Richard Schäfer retweetledi

"Look, I am going to be real with you; I promise neither of us will likely retire here."
Those are the words I used to close Sahil and hire him. I hired him into what was, at the time, a nascent and relatively early-stage startup that could've still failed by all objective measures. He had reservations, and he was on the fence.
But after that conversation, he immediately accepted.
In fact, those are the words I used to close numerous phenomenal engineering hires even after we stopped being a startup. I stole engineering hires from the likes of Google & many with offers to firms like FB & Apple, which wasn’t easy to do as a startup; I am proud of that.
But there is a lesson from that which applies to more than just hiring.
In short, I was real with all of them. I told them as long as their contribution to my team is big, everything will work out. They'll move up fast; they'll earn more. They'll likely be in demand.
I told Sahil, "If you do your part, it'll work out for me; it'll work out for you. It'll work out for our team. The skills you pick up here will be real, the titles will be real, and the money will be real. We'll all be earning more & neither one of us will retire here."
You might be asking yourself, how could that work?

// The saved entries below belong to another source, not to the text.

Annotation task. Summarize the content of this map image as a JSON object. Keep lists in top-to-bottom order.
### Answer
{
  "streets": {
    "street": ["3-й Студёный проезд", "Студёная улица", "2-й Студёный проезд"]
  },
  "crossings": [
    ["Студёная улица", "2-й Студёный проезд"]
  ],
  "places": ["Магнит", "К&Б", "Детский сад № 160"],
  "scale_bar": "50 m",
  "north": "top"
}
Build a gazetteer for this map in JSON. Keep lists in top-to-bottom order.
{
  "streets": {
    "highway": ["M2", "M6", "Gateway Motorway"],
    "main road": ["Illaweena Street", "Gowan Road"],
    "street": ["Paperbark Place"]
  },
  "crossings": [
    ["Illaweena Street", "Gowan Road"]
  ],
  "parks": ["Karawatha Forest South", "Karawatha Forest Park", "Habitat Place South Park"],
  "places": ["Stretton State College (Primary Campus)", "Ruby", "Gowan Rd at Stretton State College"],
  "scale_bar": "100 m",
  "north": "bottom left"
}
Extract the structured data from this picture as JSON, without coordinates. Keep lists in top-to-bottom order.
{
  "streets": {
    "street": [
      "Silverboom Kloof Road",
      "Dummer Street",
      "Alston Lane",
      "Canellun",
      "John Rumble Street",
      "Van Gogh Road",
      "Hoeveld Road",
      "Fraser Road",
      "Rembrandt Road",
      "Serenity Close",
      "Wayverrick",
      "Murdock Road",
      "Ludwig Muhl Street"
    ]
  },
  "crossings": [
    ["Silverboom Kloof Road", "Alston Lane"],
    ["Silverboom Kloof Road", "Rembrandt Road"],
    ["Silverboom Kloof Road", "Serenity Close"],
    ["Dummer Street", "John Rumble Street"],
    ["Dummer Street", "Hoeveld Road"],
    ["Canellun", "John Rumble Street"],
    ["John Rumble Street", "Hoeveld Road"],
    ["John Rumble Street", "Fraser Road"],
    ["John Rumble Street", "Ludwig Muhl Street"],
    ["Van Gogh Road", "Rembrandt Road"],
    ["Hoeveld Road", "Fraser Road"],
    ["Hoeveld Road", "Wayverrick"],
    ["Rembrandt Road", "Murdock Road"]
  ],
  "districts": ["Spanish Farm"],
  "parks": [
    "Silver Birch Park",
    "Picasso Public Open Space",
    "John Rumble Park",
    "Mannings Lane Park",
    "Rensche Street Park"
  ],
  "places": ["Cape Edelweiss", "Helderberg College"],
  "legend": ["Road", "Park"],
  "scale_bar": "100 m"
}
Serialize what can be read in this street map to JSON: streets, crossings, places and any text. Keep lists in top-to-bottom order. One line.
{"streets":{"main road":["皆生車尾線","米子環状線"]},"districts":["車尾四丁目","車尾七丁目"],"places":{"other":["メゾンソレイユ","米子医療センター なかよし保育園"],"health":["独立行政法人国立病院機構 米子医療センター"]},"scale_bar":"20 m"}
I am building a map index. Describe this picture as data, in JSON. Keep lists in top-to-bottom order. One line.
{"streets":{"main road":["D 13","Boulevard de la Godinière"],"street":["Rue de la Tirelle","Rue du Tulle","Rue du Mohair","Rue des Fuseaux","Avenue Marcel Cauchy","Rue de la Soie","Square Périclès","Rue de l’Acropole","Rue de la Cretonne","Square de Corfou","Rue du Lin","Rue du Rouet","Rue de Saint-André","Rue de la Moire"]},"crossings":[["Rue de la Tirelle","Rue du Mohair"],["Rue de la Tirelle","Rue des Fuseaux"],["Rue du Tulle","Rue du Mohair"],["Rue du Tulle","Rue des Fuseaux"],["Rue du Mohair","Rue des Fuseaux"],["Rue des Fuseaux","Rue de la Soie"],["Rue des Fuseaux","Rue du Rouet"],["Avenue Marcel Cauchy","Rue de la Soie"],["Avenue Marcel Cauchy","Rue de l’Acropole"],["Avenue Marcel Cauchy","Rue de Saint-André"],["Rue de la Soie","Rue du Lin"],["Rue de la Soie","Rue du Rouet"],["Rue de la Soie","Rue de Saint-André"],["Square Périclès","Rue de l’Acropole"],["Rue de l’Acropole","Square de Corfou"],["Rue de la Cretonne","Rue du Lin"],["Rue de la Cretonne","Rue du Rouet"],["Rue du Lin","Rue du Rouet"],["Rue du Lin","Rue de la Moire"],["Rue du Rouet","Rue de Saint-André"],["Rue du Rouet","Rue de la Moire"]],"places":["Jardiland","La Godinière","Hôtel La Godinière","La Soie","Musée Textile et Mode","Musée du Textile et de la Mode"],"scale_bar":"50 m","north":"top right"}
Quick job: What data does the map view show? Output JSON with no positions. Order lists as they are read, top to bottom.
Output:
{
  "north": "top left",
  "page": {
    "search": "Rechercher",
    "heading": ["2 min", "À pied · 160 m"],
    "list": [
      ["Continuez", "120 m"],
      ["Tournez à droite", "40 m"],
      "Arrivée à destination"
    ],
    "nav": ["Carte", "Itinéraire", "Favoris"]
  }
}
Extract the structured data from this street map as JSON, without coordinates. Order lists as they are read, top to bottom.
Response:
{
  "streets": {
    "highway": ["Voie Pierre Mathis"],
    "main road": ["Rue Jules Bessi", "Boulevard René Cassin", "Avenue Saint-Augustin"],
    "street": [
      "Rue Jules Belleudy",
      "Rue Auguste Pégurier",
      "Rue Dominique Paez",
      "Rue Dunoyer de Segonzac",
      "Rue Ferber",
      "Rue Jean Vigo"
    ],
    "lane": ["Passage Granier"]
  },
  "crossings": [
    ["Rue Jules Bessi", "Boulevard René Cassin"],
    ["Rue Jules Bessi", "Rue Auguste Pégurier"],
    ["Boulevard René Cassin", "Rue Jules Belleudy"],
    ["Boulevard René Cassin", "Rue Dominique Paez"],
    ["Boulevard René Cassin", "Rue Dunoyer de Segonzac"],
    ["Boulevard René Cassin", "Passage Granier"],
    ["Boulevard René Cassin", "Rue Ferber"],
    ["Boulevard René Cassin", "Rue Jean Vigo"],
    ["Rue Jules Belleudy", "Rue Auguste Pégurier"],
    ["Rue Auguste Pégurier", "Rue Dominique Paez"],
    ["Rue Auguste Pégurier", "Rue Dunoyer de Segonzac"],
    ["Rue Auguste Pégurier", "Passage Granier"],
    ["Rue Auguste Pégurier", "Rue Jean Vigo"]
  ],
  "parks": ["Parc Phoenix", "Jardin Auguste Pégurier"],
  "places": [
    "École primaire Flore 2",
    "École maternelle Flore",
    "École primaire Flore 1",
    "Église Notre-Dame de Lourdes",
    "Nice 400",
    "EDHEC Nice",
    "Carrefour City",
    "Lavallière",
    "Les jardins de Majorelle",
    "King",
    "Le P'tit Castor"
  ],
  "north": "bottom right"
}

It is the exact opposite of what most managers, leaders, and firms do today. Most leaders still play pretend.
Leaders still pretend employment is for life even though it doesn't work that way anymore.
Pretending leaders ooze a fakeness that few buy into. They say things like, “We want people to be missionaries.” They want people to be "on the mission until the end." Right up until things don't work out, then it's "Sorry, but this is just business; we have to downsize."
As we recently learned, firms always fire people when they have to—even hard-to-hire, highly skilled, highly educated people with credentials, tenure, and all sorts of accomplishments.
Downsizigin is understandable.
But what's not understandable is the play pretend.
Many leaders fooled themselves first because it benefited them and now attempt to fool everyone else too. They think it's the only way to get people to work hard. But people crave the truth.
Even when negotiating to hire Sahil, I knew I had bigger aspirations than to be a middle manager forever. So I told him that. And why would I even pretend I will be there until the end? I won't. And that's ok.
As Puff Daddy famously said in 1998:
"Even the sun don't shine forever
But as long as it's here, then we might as well shine together
Better now than never, business before pleasure."
Sahil signed the offer with me as a mid-level engineer and became a director of engineering in a few short years. Of course, his contributions were massive to my teams. He did his part; I did my part. He grew; he hired and built up multiple teams. But the important thing here is that our relationship was built on being real with each other from day one.
That's the relationship I had with all the people I hired. And that is the relationship I aim to have with all the people I deal with, even strangers on the internet. And I have been rewarded for that, and I believe you will be too.
Just keep it real; the right people can handle it. And the ones that can't, you probably don't want by your side anyway.